Stored items:
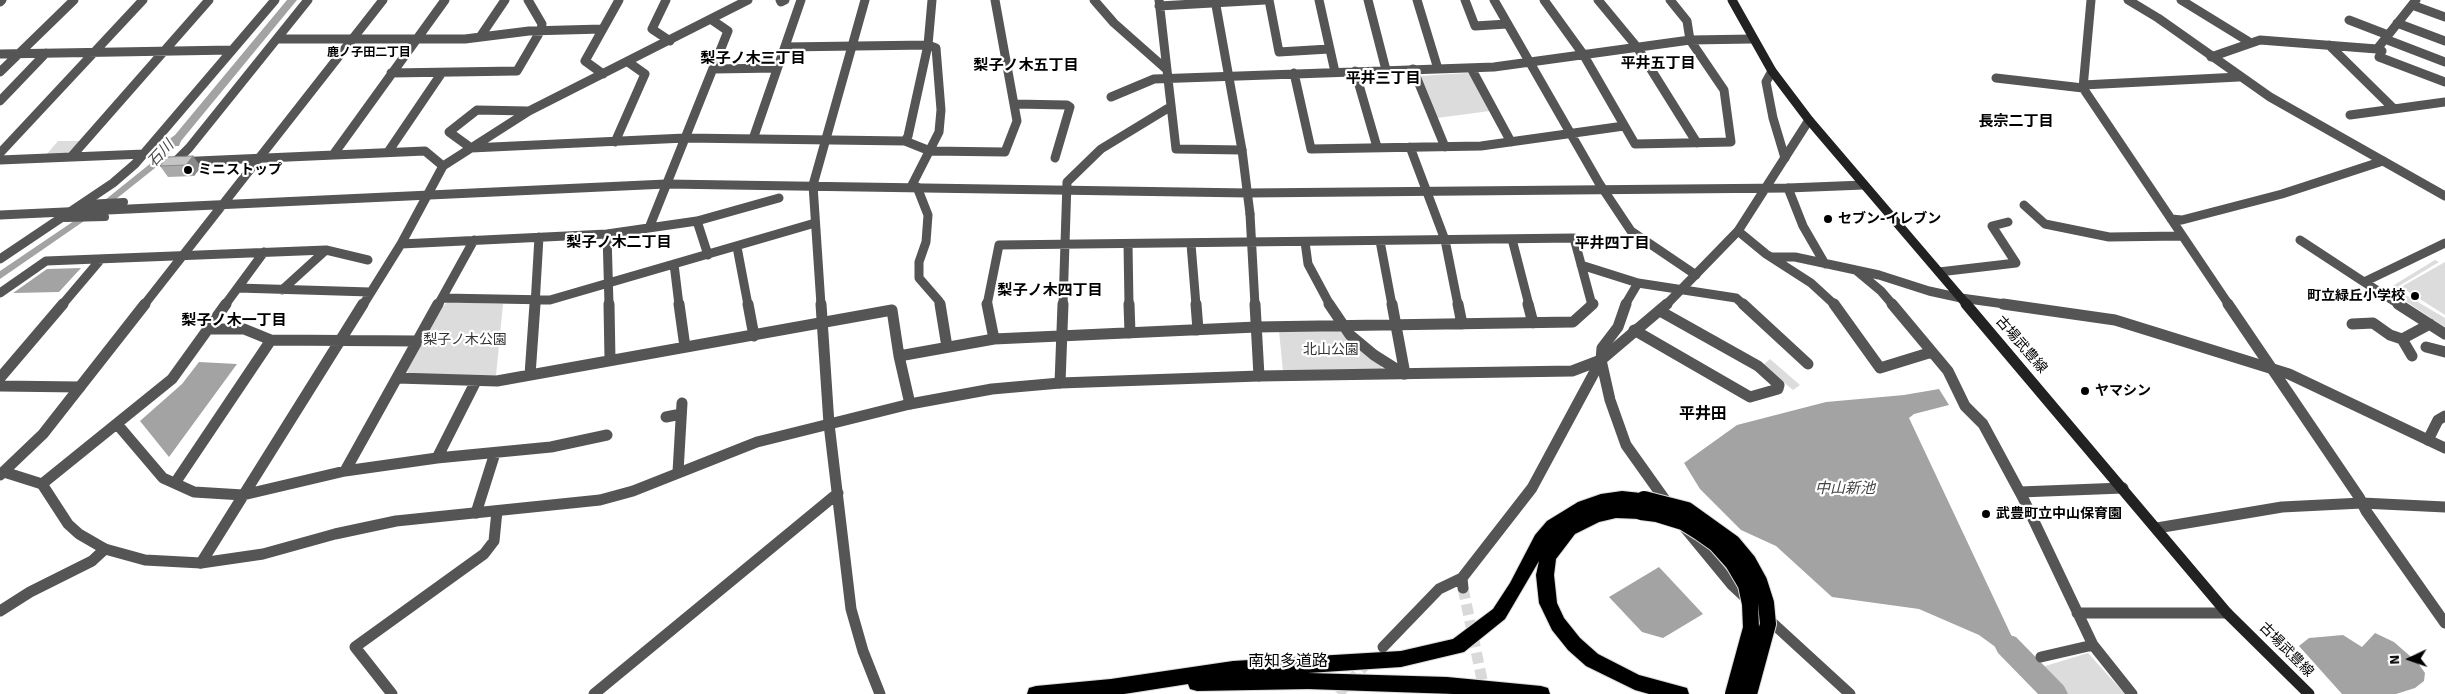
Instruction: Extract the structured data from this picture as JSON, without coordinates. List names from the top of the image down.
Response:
{
  "streets": {
    "highway": ["南知多道路"],
    "main road": ["古場武豊線"]
  },
  "districts": [
    "鹿ノ子田二丁目",
    "梨子ノ木三丁目",
    "平井五丁目",
    "梨子ノ木五丁目",
    "平井三丁目",
    "長宗二丁目",
    "梨子ノ木二丁目",
    "平井四丁目",
    "梨子ノ木四丁目",
    "梨子ノ木一丁目",
    "平井田"
  ],
  "water": ["石川", "中山新池"],
  "parks": ["梨子ノ木公園", "北山公園"],
  "places": [
    "ミニストップ",
    "セブン-イレブン",
    "町立緑丘小学校",
    "ヤマシン",
    "武豊町立中山保育園"
  ],
  "north": "left"
}
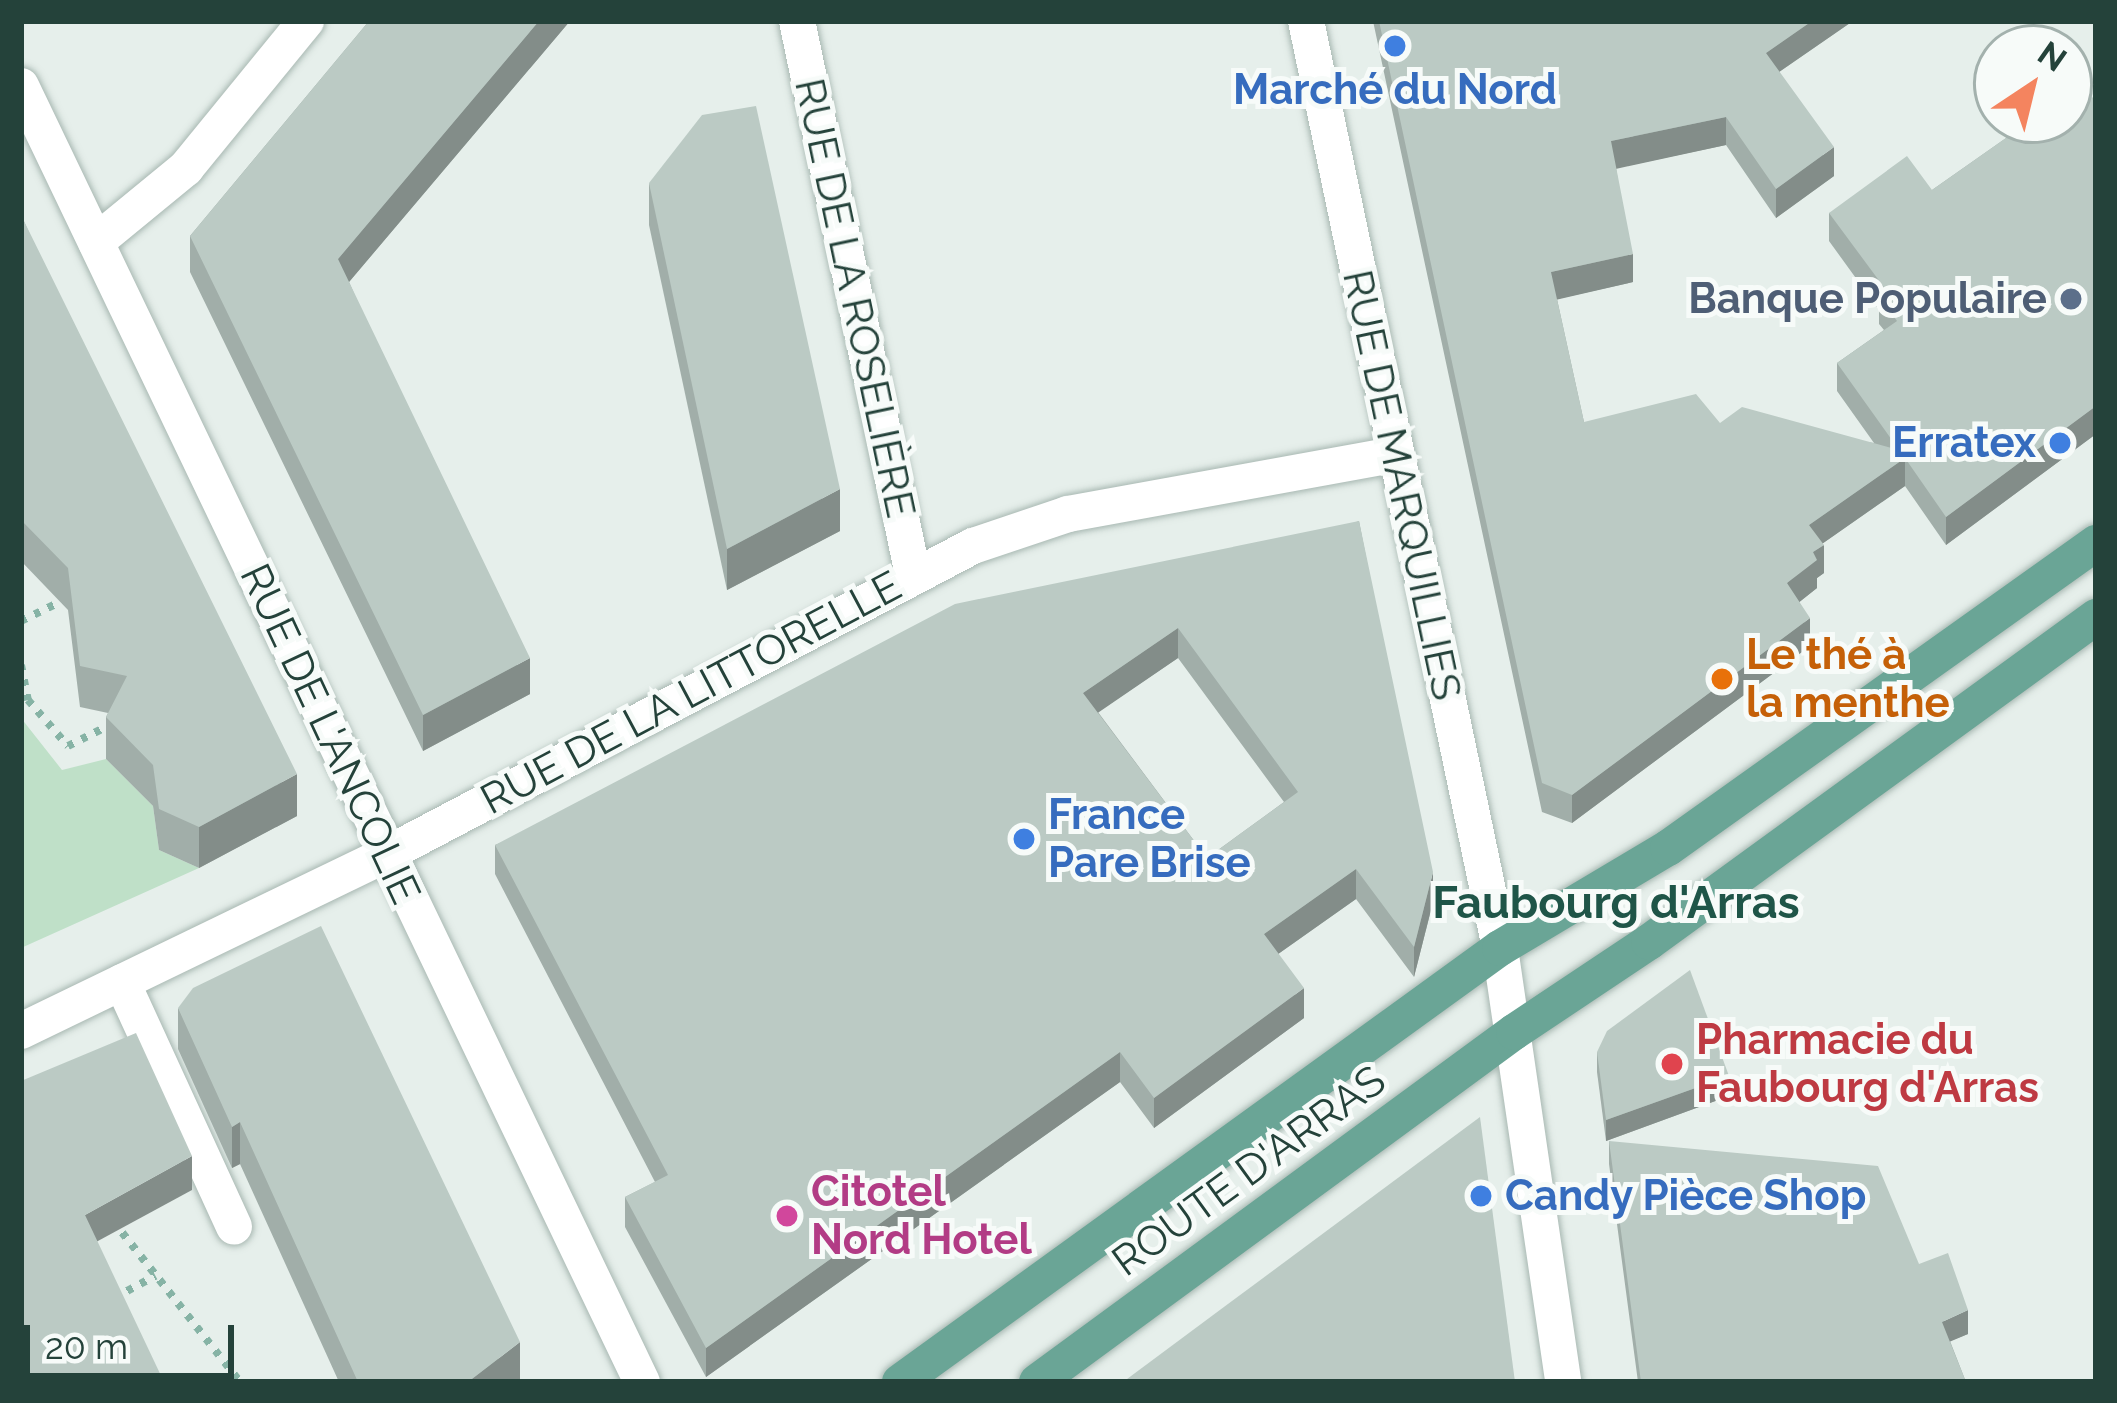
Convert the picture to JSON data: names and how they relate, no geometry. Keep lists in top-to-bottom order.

» Required work:
Where a picture appears, skip it and copy the rest of the data word for word.

» Response to this exercise:
Instruction: Extract the structured data from this picture as JSON, without coordinates. List names from the top of the image down.
Response:
{
  "streets": {
    "highway": ["南知多道路"],
    "main road": ["古場武豊線"]
  },
  "districts": [
    "鹿ノ子田二丁目",
    "梨子ノ木三丁目",
    "平井五丁目",
    "梨子ノ木五丁目",
    "平井三丁目",
    "長宗二丁目",
    "梨子ノ木二丁目",
    "平井四丁目",
    "梨子ノ木四丁目",
    "梨子ノ木一丁目",
    "平井田"
  ],
  "water": ["石川", "中山新池"],
  "parks": ["梨子ノ木公園", "北山公園"],
  "places": [
    "ミニストップ",
    "セブン-イレブン",
    "町立緑丘小学校",
    "ヤマシン",
    "武豊町立中山保育園"
  ],
  "north": "left"
}
Convert the picture to JSON data: names and how they relate, no geometry. Keep lists in top-to-bottom order.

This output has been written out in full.